US retailerUK retailer

Our first impressions

Sony HX800 uses a black, glossy frame and the panel also has a glossy coating.

Sony HX800 review

The stand is rectangular and allows the user to swivel the TV to the desired position. The speakers are mounted on the back and not visible from the front.

Sony HX800 review

At the back of the TV the inputs are located. Two of the four HDMI inputs are located on the side but most other inputs are pointing towards the back wall which is not very clever if you want to wall mount the TV.

Sony HX800 review

At the bottom of the TV there’s a Sony logo and in the upper left corner a Bravia logo. In the bottom left corner there are some different symbols. I don’t understand why we need all these logos. A Sony TV should be identifiable because of the design, not by all these logos.

Test tools

Our TV signal is DVB-S (satellite) from Canal Digital and DVB-T (terrestrial). We also have an analogue TV connection. Testing is done with the DVE (digital video essentials) and Peter Finzel test DVD. Testing is also done with DVD, TV, Blu-Ray and Media center/PC.

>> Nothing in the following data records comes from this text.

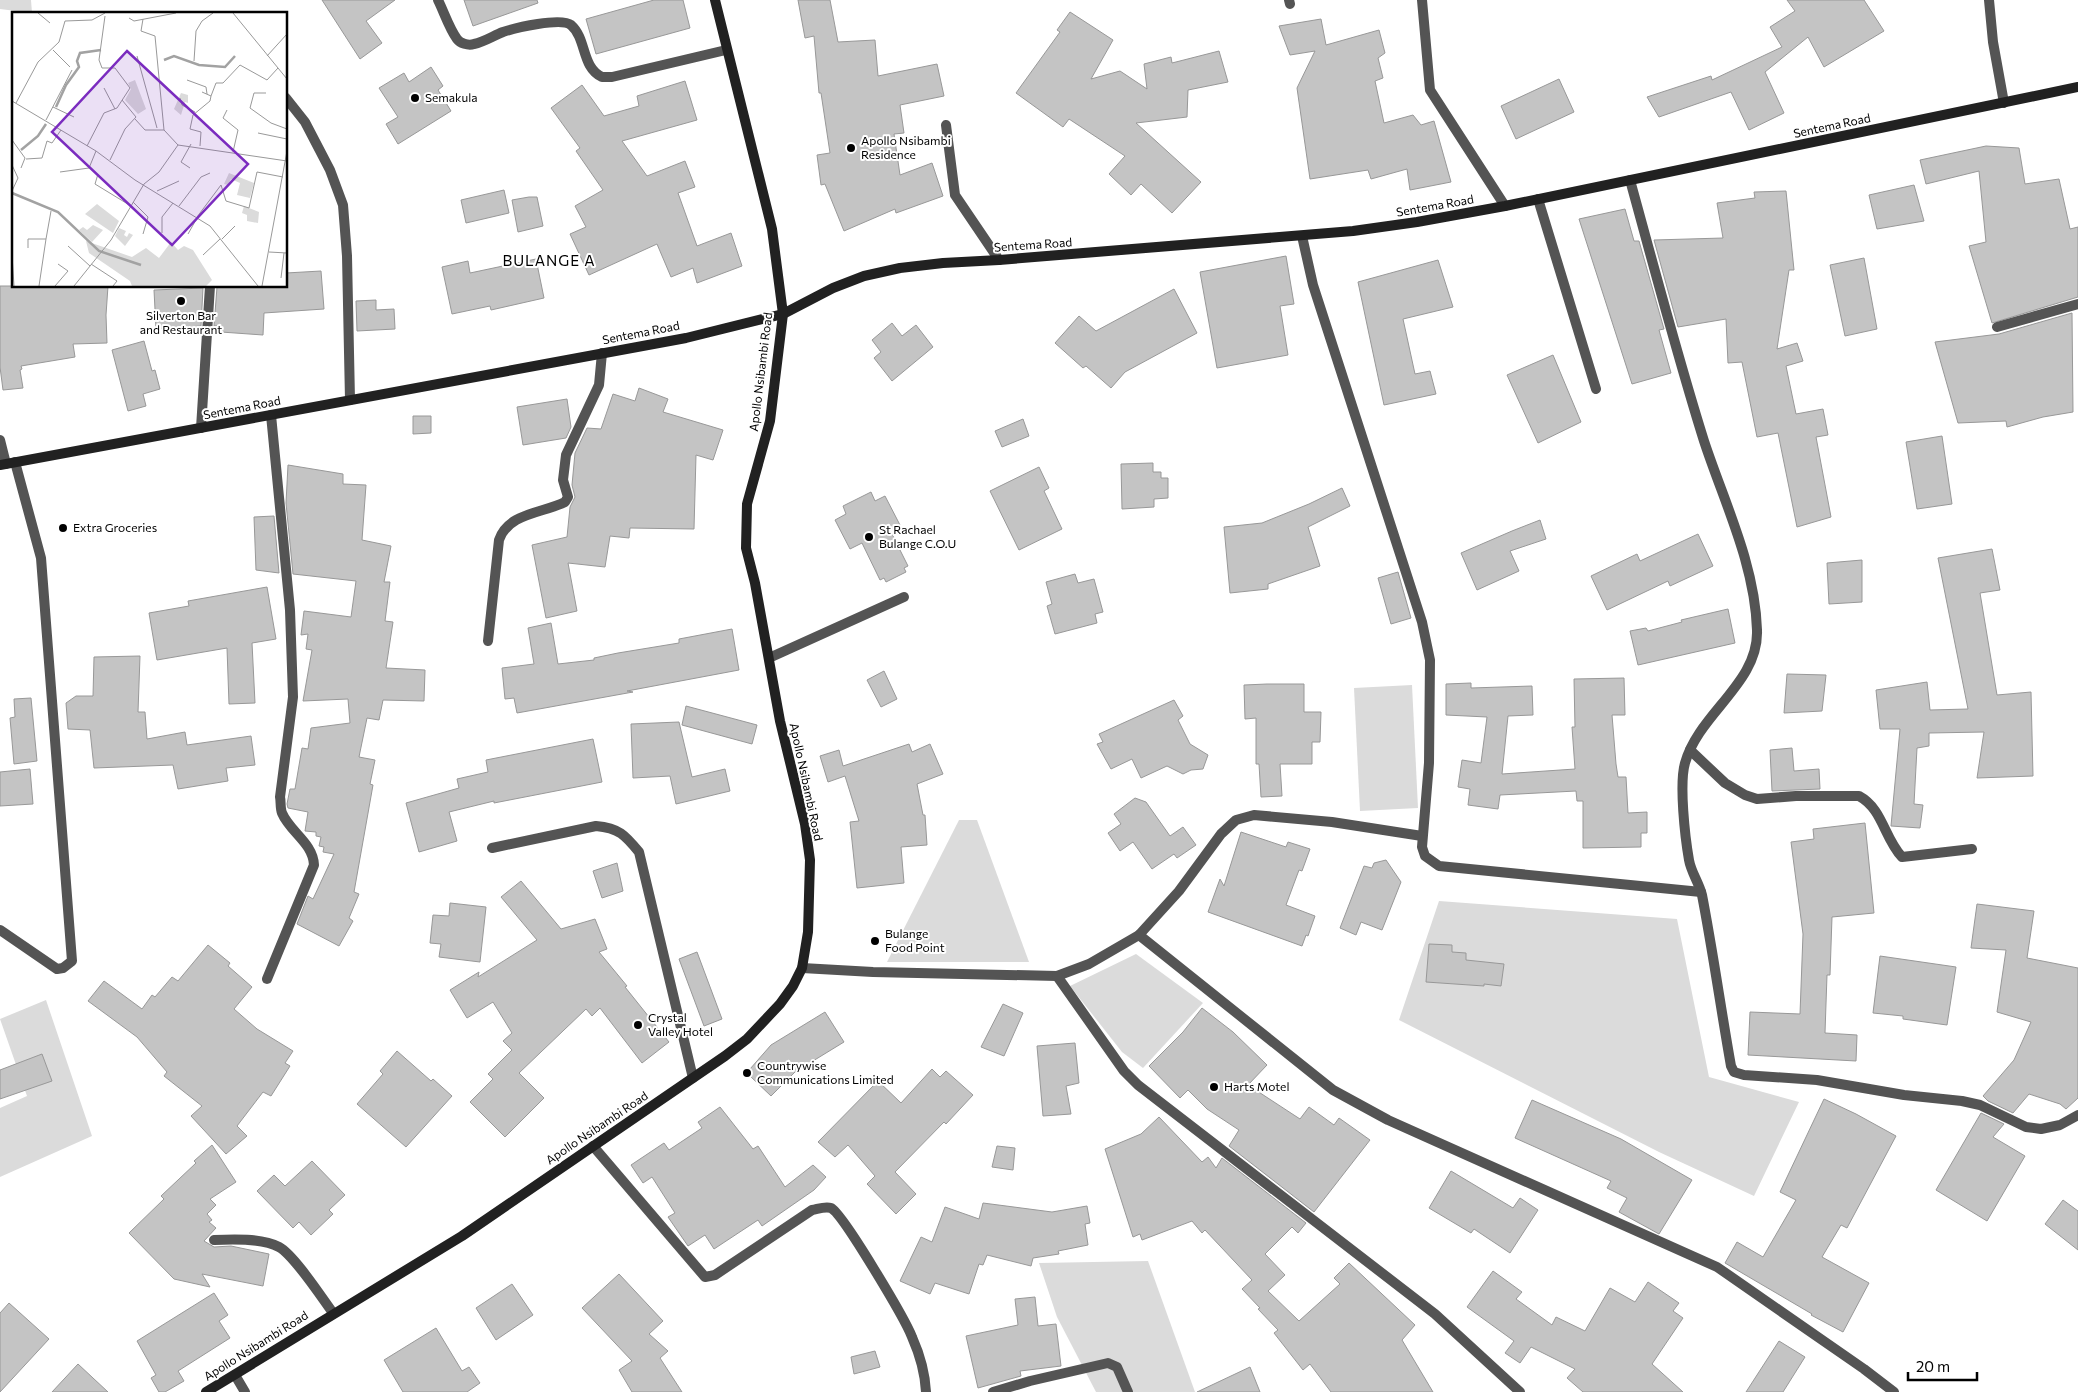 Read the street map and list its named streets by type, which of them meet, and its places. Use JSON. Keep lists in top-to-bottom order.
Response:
{
  "streets": {
    "main road": ["Sentema Road", "Apollo Nsibambi Road"]
  },
  "crossings": [
    ["Sentema Road", "Apollo Nsibambi Road"]
  ],
  "districts": ["BULANGE A"],
  "places": [
    "Semakula",
    "Apollo Nsibambi Residence",
    "Silverton Bar and Restaurant",
    "Extra Groceries",
    "St Rachael Bulange C.O.U",
    "Bulange Food Point",
    "Crystal Valley Hotel",
    "Countrywise Communications Limited",
    "Harts Motel"
  ],
  "scale_bar": "20 m"
}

We use our own monitorTest. The software supports some of the traditional test patterns used to evaluate displays as well as some new and unique test patterns developed by the people here on FlatpanelsHD.

Sony PlayStation 3 is our Blu-Ray player.
All contrast measurements are based on the ANSI methodology.


The remote control is similar to that of the NX700 model.

Sony HX800 review

It’s a new remote control from Sony and it’s quite big. To me it's a bit nostalgic and takes me back to some of Sony's older remotes. Still, it has a modern look but too many buttons.

I still feel that it lacks weight, however. It's not heavy enough and feels a bit cheap and bulky.

Bravia Internet TV
Most of Sony’s new 2010 models have the Bravia Internet TV functionality incorporated. I won’t say much about it because it’s basically the same as in the NX700 that we tested earlier and therefore I will refer to the Sony NX700 review for more detailed information.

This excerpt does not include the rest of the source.